In April 2015, Arrow was called in to cover freight traffic as the Isle of Man Steam Packet Company fast craft was out of service for nearly a week and was required to carry as many passengers as possible.

On 18 March 2016, Arrow was called in to cover freight services to the Channel Islands for Condor Ferries as the regular vessel, Commodore Clipper, was covering routes while the Condor Liberation underwent repairs.

On 25 June 2020, while under subcharter to NorthLink Ferries, Arrow ran aground at the entrance to Aberdeen Harbour. She was freed by harbour tugs and continued to the quayside.

From 19 July 2021, she was chartered by Caledonian MacBrayne to carry freight on the busy Stornoway to Ullapool route, freeing to make additional passenger crossings. On 23 July 2021, damage caused by a rope getting wrapped in the ship's propeller resulted in the vessel being withdrawn from service. On 25 July 2021, she went to Belfast for repairs, arriving there on 27 July. Repairs were completed on 2 August and she returned to service from Stornoway on the following evening. The charter is due to end on 7 September. In December 2021, due to thick fog at Heysham causing several cancelled sailings for the Isle of Man Steam Packet in the week before Christmas, Arrow was brought in to help clear the backlog of freight, which allowed Ben-my-Chree to carry her full complement of passengers.

From 17 January to the end of March 2023, Arrow was chartered by Caledonian MacBrayne to assist with freight operations on the busy Stornoway to Ullapool route during the closure of the port at Uig. She was used only four times (18 February, 8, 15 and 16 March) when freight sailings were cancelled due to the weather conditions, and to substitute her when there was significant traffic.
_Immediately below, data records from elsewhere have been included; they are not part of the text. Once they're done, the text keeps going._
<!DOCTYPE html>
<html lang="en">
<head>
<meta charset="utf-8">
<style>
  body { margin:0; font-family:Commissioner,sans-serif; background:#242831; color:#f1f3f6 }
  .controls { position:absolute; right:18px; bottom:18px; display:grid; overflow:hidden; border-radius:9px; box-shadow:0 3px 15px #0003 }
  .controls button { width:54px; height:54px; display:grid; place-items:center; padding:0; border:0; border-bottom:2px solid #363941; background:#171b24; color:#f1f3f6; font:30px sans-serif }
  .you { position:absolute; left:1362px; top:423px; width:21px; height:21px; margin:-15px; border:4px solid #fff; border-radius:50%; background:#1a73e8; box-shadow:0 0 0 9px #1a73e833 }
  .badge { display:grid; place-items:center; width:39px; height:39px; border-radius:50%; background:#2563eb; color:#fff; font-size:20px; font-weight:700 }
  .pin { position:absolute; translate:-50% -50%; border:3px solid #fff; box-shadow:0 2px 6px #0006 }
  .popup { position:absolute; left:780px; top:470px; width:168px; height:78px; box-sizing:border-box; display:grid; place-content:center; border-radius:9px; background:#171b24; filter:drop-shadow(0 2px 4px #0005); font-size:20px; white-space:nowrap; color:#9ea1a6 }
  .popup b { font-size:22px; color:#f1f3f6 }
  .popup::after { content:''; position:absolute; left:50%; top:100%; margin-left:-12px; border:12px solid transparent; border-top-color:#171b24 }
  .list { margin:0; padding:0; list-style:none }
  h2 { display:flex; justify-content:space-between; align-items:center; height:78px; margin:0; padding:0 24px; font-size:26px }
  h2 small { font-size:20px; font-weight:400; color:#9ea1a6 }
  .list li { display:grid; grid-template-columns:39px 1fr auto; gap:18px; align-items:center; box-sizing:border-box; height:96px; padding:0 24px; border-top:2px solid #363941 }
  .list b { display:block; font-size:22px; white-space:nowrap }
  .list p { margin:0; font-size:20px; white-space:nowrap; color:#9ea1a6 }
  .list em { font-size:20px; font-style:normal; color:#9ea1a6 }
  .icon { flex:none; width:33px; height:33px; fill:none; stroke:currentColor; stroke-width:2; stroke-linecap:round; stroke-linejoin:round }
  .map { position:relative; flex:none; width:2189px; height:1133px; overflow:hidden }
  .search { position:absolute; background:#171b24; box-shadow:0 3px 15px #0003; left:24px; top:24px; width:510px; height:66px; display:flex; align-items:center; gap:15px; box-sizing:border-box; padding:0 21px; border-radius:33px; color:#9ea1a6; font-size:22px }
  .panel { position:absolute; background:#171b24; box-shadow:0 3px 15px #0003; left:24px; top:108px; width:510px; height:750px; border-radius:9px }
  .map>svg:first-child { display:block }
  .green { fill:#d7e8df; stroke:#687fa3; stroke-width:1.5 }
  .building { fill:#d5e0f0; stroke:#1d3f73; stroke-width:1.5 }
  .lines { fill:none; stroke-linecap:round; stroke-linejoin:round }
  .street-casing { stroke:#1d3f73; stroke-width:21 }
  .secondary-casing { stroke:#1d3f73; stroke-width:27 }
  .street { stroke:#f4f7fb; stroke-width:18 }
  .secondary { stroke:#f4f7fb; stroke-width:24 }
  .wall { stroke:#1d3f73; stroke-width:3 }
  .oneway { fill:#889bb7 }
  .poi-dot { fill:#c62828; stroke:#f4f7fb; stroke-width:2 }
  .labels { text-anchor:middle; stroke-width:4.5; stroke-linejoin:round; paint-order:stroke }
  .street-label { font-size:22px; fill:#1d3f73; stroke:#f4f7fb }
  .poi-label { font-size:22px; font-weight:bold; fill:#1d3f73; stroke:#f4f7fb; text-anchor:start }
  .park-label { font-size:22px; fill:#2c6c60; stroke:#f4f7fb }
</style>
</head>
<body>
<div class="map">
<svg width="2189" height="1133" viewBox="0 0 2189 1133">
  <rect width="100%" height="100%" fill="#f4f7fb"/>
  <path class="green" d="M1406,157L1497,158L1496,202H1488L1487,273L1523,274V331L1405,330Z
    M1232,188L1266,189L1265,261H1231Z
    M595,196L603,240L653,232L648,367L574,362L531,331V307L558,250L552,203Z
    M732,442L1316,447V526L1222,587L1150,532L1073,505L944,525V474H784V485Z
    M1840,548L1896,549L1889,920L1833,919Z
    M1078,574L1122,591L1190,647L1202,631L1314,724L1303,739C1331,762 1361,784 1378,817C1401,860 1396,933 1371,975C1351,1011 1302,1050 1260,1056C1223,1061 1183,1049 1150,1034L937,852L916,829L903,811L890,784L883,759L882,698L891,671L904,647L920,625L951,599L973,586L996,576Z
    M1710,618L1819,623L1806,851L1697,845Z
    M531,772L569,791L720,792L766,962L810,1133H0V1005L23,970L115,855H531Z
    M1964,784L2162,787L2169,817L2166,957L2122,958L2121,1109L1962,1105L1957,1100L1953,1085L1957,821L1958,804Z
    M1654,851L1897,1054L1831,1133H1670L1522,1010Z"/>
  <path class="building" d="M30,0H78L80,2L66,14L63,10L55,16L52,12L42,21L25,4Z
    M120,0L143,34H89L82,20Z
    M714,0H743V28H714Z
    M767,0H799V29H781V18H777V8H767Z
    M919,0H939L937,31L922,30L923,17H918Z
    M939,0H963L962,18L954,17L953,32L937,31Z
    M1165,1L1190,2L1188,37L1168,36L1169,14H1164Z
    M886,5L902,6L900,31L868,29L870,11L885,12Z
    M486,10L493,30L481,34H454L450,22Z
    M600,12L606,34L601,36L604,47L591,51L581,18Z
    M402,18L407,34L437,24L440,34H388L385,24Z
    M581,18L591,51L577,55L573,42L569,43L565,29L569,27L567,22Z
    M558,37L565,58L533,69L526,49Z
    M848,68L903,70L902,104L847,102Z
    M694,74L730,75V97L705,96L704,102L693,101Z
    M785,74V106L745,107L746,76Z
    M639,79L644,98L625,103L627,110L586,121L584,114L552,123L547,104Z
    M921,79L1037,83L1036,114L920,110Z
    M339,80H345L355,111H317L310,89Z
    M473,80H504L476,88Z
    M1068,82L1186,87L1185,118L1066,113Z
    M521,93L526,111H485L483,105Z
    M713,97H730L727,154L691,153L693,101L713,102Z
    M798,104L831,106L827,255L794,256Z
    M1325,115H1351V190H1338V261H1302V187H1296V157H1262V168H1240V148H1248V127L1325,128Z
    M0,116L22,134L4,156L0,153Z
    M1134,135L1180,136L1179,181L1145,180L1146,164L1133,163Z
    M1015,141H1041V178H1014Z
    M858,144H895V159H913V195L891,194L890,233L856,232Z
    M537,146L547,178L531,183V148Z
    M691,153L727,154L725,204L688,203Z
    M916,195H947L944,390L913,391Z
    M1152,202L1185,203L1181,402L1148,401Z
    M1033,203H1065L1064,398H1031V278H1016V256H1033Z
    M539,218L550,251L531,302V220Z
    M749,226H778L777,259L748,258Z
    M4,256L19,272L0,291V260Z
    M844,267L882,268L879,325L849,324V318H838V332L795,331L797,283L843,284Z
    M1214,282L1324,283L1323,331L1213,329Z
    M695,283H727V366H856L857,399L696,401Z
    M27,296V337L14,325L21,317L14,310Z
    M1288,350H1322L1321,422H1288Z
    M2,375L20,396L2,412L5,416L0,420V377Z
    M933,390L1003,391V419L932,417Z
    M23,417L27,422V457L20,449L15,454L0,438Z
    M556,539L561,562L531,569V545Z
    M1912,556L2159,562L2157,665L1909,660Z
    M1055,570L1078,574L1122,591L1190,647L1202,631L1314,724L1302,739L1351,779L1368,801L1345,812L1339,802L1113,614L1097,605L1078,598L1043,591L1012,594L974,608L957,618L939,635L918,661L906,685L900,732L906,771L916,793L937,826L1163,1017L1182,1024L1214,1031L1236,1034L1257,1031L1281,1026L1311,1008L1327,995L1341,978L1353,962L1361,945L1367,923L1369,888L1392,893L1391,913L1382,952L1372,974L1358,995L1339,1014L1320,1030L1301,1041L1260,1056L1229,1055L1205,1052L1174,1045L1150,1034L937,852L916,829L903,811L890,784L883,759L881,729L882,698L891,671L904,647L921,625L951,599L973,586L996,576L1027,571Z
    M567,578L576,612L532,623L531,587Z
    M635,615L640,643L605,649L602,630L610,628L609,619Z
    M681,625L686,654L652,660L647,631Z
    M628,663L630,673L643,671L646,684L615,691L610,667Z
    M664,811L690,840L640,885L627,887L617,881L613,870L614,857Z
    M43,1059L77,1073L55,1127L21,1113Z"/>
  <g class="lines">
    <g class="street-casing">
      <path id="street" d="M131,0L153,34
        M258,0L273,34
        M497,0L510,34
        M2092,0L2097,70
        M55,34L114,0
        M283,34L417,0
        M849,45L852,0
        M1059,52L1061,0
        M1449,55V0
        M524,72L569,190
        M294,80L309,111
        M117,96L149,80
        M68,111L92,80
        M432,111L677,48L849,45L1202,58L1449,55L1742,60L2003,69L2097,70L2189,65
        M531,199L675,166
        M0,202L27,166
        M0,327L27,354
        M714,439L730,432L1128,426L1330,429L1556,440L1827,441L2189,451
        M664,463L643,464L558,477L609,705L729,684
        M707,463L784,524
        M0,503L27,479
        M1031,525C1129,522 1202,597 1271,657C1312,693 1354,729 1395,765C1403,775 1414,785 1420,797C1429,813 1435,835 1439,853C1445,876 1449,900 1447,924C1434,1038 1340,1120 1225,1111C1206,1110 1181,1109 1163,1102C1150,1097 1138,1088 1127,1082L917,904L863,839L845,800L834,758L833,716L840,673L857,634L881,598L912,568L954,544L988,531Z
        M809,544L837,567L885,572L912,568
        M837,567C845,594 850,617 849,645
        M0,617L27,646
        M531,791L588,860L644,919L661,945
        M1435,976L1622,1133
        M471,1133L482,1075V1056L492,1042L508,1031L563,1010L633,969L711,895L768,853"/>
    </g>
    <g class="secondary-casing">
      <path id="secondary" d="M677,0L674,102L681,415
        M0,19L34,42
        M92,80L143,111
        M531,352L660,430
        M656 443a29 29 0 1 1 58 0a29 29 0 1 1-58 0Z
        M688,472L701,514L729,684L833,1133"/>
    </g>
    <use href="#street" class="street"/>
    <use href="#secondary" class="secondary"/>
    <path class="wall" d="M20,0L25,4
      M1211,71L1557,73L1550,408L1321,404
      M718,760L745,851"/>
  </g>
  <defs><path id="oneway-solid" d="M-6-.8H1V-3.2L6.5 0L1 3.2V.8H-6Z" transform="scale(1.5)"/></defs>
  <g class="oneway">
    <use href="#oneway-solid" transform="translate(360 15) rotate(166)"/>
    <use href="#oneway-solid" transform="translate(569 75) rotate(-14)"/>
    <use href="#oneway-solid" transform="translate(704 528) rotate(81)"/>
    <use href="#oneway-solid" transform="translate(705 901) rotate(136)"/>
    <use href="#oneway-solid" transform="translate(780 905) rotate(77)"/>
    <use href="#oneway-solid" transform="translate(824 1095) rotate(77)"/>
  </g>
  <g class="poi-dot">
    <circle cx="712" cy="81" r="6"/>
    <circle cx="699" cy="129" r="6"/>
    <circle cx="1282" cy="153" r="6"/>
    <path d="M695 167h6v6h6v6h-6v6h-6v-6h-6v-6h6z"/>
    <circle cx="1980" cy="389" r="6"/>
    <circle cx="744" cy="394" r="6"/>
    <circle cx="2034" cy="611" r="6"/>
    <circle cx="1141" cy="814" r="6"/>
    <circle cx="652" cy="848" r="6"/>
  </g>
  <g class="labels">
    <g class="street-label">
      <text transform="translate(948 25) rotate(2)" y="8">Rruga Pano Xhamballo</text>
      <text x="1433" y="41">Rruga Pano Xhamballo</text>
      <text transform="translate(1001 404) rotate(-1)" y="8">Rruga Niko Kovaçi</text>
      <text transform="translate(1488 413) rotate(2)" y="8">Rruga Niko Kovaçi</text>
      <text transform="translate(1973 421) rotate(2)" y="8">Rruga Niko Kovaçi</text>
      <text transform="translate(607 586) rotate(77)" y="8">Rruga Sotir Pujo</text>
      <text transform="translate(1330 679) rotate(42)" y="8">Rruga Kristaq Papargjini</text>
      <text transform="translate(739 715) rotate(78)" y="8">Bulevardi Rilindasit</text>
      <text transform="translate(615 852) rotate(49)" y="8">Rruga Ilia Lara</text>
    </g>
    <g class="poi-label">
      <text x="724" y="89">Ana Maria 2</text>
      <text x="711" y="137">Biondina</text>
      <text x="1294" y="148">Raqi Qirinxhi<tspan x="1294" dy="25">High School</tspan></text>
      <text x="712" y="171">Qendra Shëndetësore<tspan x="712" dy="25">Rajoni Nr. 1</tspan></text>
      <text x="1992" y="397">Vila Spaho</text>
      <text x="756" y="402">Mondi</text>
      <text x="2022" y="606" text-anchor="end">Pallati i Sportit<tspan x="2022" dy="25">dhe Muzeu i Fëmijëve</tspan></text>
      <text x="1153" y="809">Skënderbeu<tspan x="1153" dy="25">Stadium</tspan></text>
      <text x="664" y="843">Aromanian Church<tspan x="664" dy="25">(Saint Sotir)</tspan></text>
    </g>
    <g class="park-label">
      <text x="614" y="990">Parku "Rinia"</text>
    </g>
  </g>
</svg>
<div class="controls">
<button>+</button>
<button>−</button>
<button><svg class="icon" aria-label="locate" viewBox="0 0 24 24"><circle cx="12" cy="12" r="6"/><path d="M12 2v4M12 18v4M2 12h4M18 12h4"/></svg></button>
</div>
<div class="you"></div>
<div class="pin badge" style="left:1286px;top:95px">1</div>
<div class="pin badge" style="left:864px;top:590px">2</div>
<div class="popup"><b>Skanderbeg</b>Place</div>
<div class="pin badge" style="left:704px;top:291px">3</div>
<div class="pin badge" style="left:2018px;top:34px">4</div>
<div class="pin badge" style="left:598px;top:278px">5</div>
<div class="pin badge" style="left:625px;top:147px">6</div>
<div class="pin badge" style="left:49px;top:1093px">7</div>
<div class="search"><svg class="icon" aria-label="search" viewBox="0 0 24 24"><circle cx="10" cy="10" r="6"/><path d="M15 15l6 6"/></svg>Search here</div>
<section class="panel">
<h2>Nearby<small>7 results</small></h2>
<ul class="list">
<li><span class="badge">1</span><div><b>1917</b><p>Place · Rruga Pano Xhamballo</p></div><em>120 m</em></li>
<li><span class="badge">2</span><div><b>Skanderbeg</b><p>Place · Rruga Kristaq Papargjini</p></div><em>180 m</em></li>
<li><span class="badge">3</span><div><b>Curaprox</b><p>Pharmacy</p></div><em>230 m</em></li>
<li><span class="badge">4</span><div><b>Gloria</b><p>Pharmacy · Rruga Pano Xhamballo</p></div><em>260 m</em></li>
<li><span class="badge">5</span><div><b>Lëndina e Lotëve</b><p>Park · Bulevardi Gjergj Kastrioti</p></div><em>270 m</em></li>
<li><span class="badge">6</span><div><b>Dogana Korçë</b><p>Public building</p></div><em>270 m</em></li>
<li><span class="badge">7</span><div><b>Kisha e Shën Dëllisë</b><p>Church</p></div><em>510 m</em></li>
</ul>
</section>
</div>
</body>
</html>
On 30 October 2023, CalMac announced that Arrow would be chartered again for the Stornoway to Ullapool route, due to being unable to use the linkspan in Stornoway. The charter would initially run from 2 to 15 November, with CalMac looking to extend the contract beyond that time.

On 28 March 2025 she began a year long charter to DFDS Seaways operating from Portsmouth to St Helier, Jersey as the main freight vessel after DFDS won the contract to serve the island.